ReWalk receives FDA approval, clearing the way for U.S. sales
There is good news for those suffering from spinal cord injuries. The U.S. Food and Drug Administration gave its stamp of approval to ReWalk -- the exoskeleton that enables paraplegics to walk. While the device has sparked other companies to make similar products, ReWalk, invented by Technion graduate Dr. Amit Goffer, is the first motorized exoskeleton to receive FDA approval.
The ReWalk Personal System is already available in Europe and Israel, but was limited in the U.S. only for use in rehabilitation and veterans’ clinics. The FDA approval, announced June 26, 2014 by Argo Medical Technologies, will allow people to purchase the device for private use. Users must have upper body strength to manipulate crutches, (making ReWalk unsuitable for quadriplegics), and undergo some 15 one-hour training sessions to learn to walk. The price of the device has not officially been publicized, but news reports speculate it will cost between $65,000 - $68,000.
“This revolutionary product will have an immediate, life-changing impact on individuals with spinal cord injuries,” said Larry Jasinski, CEO of ReWalk Robotics. “For the first time, individuals with paraplegia will be able to take home this exoskeleton technology, use it every day and maximize on the physiological and psychological benefits we have observed in clinical trials. This is truly the beginning of ‘ReWalking’ as a daily reality in the U.S.”
ReWalk is an exoskeleton that straps onto the user’s legs and allows paraplegics to stand, walk and even participate in marathons. It is worn with a backpack to carry its computer and battery, and is equipped with electric motors and sensors that anticipate shifts in the user’s balance and send signals to the computer that initiate movement. In addition to allowing independent walking, studies have shown that users improve their cardiovascular health, slow the loss of fat tissue, build muscle mass and improve gastrointestinal functioning.
Derek Herrera, a U.S. Marine Corps Captain who was paralyzed in Afghanistan and has trained with ReWalk, will be one of the first Americans to own the device. “I see this as a milestone for people in my same situation, who will now have access to this technology — to experience walking again and all of the health benefits that come from ReWalking,” he says.

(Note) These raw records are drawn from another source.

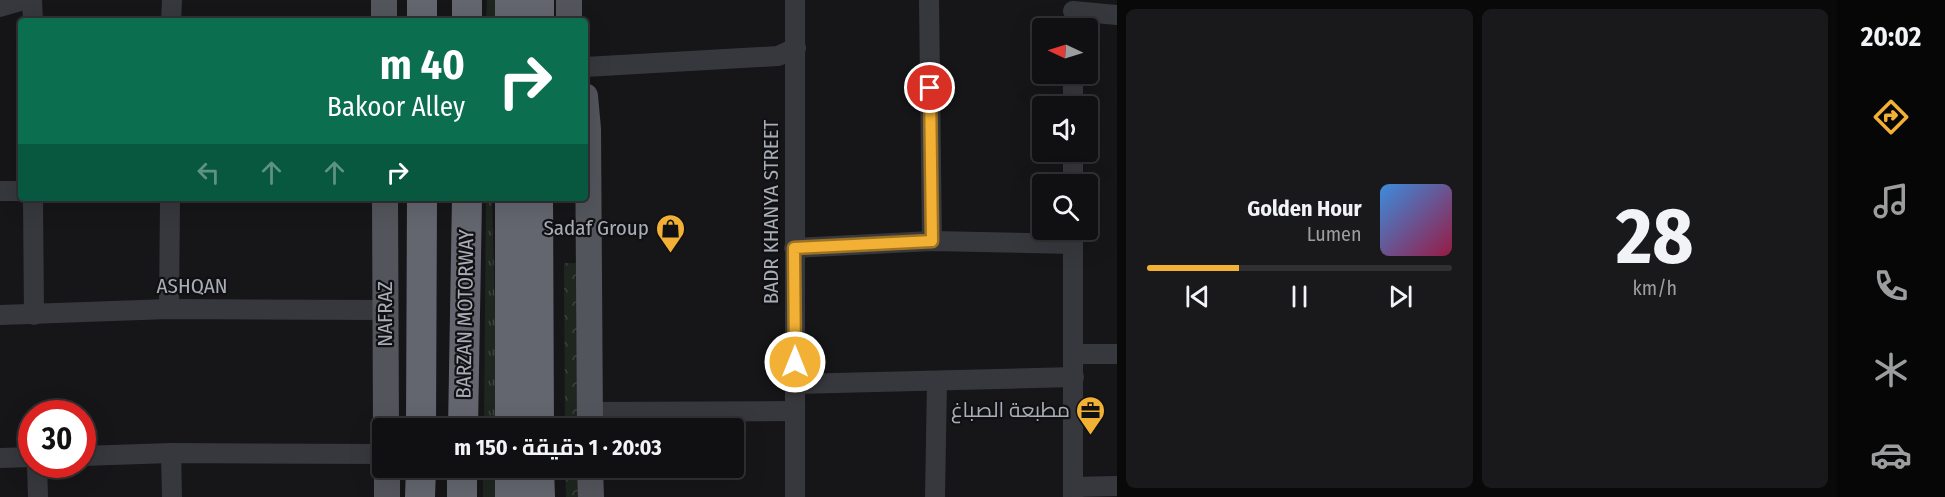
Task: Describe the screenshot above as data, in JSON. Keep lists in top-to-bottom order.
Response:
{
  "streets": {
    "highway": ["BARZAN MOTORWAY"],
    "main road": ["NAFRAZ"],
    "street": ["BADR KHANYA STREET", "ASHQAN"]
  },
  "crossings": [
    ["ASHQAN", "NAFRAZ"]
  ],
  "places": {
    "shop": ["Sadaf Group"],
    "office": ["مطبعة الصباغ"]
  },
  "north": "left",
  "page": {
    "tabs": "20:02",
    "tile": ["28", "km/h"],
    "turn": ["40 m", "Bakoor Alley"],
    "song": ["Golden Hour", "Lumen"],
    "limit": "30",
    "trip": "20:03 · 1 دقيقة · 150 m"
  }
}
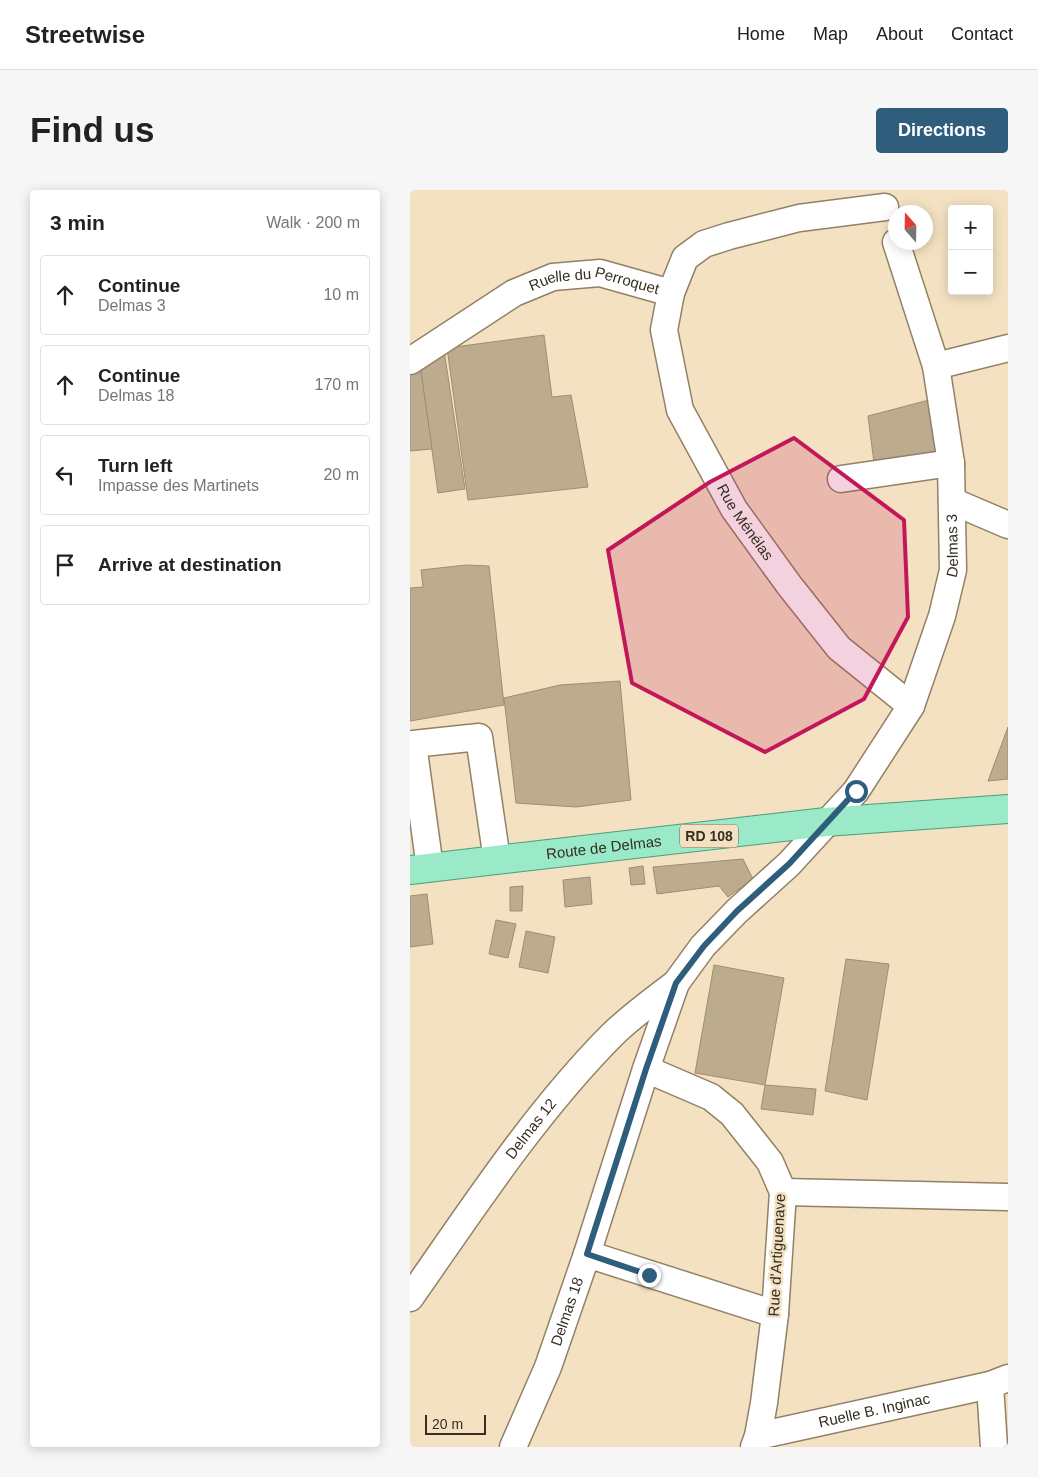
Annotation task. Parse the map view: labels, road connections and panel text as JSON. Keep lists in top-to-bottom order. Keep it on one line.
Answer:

ReWalk was invented after a tractor accident in 1997 left Dr. Goffer a quadriplegic. He created Argo to develop the product, which has won “best invention” awards from Popular Science and Time magazines. Currently, Dr. Goffer is at work on UPnRIDE, a product that would improve the quality of life for all wheelchair users. The new innovation is essentially an upright, wheeled device that allows wheelchair users to be fully mobile in a standing position.